Task statement: Please copy each line below that contains the string "Garforth".

━━ Material for the task

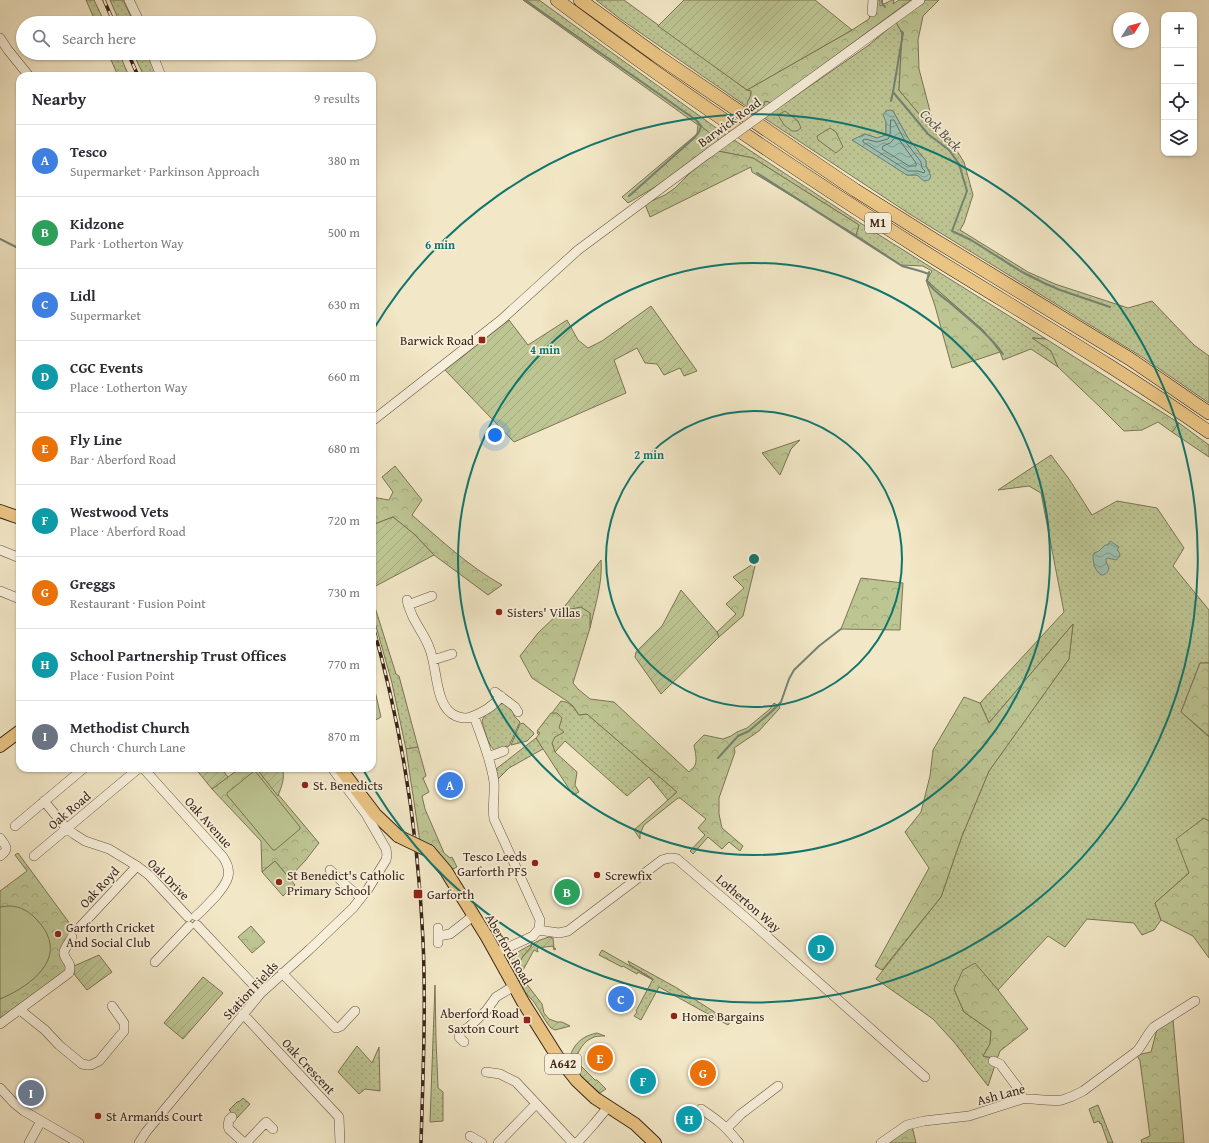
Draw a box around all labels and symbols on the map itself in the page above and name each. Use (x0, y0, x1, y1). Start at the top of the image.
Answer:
north arrow (1113, 12, 1149, 48)
street label: Barwick Road (694, 93, 765, 152)
water label: Cock Beck (916, 104, 967, 156)
road number: M1 (865, 213, 891, 233)
text: 6 min (425, 236, 455, 253)
place label: Barwick Road (400, 331, 474, 350)
marker: Barwick Road (477, 335, 487, 345)
text: 4 min (530, 341, 560, 358)
your location (485, 425, 505, 445)
text: 2 min (634, 446, 664, 463)
centre of rings (747, 552, 761, 566)
place label: Sisters' Villas (507, 603, 580, 622)
marker: Sisters' Villas (494, 607, 504, 617)
pin: A (437, 770, 463, 800)
place label: St. Benedicts (313, 776, 383, 795)
marker: St. Benedicts (300, 780, 310, 790)
street label: Oak Road (44, 787, 95, 834)
street label: Oak Avenue (180, 792, 237, 852)
place label: Tesco Leeds Garforth PFS (457, 847, 527, 881)
street label: Oak Drive (143, 854, 194, 905)
marker: Tesco Leeds Garforth PFS (530, 858, 540, 868)
street label: Oak Royd (75, 862, 124, 912)
place label: St Benedict's Catholic Primary School (287, 866, 405, 900)
place label: Screwfix (605, 866, 652, 885)
marker: Screwfix (592, 870, 602, 880)
street label: Lotherton Way (712, 870, 786, 937)
marker: St Benedict's Catholic Primary School (274, 877, 284, 887)
pin: B (554, 877, 580, 907)
place label: Garforth (427, 885, 475, 904)
marker: Garforth (412, 888, 424, 900)
street label: Aberford Road (481, 910, 537, 988)
place label: Garforth Cricket And Social Club (66, 918, 155, 952)
marker: Garforth Cricket And Social Club (53, 929, 63, 939)
pin: D (808, 933, 834, 963)
street label: Station Fields (218, 957, 283, 1024)
pin: C (608, 984, 634, 1014)
place label: Aberford Road Saxton Court (440, 1004, 519, 1038)
place label: Home Bargains (682, 1007, 764, 1026)
marker: Home Bargains (669, 1011, 679, 1021)
marker: Aberford Road Saxton Court (522, 1015, 532, 1025)
street label: Oak Crescent (278, 1034, 340, 1099)
pin: E (587, 1043, 613, 1073)
road number: A642 (545, 1054, 581, 1074)
pin: G (690, 1058, 716, 1088)
pin: F (630, 1066, 656, 1096)
pin: I (18, 1078, 44, 1108)
street label: Ash Lane (975, 1079, 1027, 1110)
pin: H (676, 1104, 702, 1134)
place label: St Armands Court (106, 1107, 203, 1126)
marker: St Armands Court (93, 1111, 103, 1121)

━━━━

Solution below:
place label: Tesco Leeds Garforth PFS (457, 847, 527, 881)
marker: Tesco Leeds Garforth PFS (530, 858, 540, 868)
place label: Garforth (427, 885, 475, 904)
marker: Garforth (412, 888, 424, 900)
place label: Garforth Cricket And Social Club (66, 918, 155, 952)
marker: Garforth Cricket And Social Club (53, 929, 63, 939)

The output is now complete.